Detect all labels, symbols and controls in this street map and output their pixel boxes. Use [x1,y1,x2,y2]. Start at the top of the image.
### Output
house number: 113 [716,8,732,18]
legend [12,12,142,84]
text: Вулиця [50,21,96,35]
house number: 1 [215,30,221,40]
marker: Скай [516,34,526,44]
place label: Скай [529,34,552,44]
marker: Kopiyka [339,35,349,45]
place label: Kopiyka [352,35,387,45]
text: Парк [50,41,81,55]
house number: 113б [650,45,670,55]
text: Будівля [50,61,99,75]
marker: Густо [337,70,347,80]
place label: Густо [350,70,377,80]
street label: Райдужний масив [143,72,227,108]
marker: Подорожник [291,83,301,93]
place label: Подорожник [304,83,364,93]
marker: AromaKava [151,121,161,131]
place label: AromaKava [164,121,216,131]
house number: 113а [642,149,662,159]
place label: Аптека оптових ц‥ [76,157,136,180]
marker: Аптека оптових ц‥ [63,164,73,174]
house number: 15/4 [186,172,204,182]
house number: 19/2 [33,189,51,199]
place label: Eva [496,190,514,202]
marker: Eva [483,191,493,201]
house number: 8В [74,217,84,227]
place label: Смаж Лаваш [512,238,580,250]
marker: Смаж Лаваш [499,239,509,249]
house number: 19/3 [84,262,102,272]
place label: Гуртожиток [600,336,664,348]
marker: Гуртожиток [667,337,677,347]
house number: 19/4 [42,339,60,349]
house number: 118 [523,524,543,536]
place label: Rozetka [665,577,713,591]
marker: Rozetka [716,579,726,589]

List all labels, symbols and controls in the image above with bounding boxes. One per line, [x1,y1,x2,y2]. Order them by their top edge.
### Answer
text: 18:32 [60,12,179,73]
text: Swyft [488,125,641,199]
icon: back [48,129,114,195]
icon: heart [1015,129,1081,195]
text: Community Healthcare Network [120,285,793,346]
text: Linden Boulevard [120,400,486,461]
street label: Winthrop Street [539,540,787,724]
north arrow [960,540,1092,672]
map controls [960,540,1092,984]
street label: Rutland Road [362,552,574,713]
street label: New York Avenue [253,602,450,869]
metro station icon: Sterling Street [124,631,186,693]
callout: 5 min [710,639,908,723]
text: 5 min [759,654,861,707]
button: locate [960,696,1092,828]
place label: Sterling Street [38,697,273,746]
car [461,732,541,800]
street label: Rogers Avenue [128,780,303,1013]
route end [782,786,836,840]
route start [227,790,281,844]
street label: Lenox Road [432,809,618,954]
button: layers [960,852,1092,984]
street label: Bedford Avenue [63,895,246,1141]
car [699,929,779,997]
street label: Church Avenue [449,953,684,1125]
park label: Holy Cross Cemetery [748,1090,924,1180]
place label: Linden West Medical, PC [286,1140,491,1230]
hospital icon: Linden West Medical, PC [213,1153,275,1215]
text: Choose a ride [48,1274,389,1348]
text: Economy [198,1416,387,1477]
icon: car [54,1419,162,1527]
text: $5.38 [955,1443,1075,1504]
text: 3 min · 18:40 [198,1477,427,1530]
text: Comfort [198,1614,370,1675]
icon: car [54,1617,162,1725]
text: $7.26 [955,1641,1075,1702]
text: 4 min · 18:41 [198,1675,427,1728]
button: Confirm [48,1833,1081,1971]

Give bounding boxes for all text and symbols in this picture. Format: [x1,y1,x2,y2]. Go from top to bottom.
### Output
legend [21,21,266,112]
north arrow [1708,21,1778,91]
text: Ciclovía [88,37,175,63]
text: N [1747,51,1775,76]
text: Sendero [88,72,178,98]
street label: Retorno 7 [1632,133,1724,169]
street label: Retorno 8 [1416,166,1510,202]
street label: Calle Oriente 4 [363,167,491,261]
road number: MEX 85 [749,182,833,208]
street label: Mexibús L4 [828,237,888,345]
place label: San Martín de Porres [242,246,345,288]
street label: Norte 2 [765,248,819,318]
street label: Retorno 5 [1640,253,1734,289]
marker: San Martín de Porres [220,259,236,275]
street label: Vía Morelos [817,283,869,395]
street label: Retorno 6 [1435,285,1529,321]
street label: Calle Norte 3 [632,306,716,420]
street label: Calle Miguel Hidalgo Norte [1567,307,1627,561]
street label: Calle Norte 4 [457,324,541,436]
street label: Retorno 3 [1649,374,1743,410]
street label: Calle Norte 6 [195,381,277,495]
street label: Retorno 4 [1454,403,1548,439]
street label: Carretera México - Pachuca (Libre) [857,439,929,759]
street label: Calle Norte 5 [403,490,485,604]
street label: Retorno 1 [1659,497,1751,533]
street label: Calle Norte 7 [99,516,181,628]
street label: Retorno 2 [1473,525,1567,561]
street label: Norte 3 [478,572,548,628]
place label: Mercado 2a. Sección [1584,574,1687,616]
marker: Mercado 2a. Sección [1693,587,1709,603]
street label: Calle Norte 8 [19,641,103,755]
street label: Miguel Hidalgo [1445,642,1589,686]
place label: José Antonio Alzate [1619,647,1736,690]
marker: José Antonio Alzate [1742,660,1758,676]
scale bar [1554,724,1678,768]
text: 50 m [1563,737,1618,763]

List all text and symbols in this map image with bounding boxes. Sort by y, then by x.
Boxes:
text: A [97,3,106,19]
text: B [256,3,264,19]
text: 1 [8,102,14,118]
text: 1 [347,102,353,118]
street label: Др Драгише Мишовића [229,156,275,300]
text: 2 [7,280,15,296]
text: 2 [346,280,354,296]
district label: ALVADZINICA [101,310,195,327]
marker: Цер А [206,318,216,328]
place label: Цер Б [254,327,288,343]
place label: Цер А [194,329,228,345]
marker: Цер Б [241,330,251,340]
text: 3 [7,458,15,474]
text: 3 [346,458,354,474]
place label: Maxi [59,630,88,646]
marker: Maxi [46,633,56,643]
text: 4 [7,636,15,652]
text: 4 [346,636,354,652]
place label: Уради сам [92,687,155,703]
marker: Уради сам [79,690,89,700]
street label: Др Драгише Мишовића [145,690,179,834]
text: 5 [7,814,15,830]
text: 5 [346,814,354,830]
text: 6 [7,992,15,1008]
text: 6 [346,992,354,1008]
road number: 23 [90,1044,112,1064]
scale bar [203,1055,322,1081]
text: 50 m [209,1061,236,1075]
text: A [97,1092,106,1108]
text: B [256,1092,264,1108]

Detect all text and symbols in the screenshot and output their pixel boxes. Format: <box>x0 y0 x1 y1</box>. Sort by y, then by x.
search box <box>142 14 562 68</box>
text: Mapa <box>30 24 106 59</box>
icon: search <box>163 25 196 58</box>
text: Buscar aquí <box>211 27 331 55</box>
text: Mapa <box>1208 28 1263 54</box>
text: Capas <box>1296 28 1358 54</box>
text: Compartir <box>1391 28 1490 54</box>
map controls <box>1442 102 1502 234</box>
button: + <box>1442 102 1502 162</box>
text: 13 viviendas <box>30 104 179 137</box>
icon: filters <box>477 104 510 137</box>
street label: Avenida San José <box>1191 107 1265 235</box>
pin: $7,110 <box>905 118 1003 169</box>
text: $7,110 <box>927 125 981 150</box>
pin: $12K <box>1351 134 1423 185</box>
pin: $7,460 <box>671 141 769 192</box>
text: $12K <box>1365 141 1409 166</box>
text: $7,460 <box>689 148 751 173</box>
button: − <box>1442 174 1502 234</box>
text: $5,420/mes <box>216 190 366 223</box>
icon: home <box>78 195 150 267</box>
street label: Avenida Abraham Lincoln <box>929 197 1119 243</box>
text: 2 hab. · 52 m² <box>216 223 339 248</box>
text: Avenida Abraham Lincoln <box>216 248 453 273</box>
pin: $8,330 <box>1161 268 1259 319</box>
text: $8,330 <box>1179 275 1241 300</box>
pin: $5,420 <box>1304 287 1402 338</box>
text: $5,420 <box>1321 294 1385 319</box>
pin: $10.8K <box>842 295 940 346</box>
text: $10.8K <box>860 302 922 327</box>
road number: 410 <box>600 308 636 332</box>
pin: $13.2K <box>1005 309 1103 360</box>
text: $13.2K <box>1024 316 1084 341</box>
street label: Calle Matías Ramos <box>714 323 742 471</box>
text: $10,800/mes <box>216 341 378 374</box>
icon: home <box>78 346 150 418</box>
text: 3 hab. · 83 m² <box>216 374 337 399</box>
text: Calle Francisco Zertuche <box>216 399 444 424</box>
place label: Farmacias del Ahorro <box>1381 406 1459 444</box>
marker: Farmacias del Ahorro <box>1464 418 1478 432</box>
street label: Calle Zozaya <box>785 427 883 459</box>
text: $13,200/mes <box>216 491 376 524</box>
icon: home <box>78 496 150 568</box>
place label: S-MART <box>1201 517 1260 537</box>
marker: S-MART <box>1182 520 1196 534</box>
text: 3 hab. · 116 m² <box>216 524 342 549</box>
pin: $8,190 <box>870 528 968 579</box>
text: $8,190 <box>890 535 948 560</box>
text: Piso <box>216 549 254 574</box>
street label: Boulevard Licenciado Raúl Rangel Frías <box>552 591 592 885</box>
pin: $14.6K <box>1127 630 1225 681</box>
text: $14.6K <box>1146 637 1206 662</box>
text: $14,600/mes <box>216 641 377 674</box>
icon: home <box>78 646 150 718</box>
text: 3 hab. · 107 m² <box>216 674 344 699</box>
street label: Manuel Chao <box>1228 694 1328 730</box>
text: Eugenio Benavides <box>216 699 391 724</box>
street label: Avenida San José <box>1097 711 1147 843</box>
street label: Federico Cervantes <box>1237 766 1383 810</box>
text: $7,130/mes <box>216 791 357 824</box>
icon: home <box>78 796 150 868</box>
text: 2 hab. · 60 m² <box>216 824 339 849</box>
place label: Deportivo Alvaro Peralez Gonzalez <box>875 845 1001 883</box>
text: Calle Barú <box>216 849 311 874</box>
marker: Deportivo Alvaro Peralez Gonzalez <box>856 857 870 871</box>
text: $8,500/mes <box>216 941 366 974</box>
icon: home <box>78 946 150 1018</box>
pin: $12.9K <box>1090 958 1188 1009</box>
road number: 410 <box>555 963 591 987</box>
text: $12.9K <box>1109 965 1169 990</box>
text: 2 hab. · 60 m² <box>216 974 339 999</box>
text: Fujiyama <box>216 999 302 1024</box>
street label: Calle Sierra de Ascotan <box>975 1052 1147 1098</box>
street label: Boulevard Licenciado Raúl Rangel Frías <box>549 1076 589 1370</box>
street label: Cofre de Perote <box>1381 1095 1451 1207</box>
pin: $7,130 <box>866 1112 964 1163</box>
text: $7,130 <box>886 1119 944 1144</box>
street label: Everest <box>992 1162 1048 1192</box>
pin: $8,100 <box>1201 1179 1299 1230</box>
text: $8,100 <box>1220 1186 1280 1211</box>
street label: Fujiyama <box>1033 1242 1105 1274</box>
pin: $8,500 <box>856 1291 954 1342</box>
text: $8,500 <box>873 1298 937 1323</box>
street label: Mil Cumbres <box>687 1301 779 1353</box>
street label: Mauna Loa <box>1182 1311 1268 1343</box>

◆ Work required
Counting only lines that hold the word "Maxi", report how many there are in the listing above, as a number alone.

◆ Answer section
2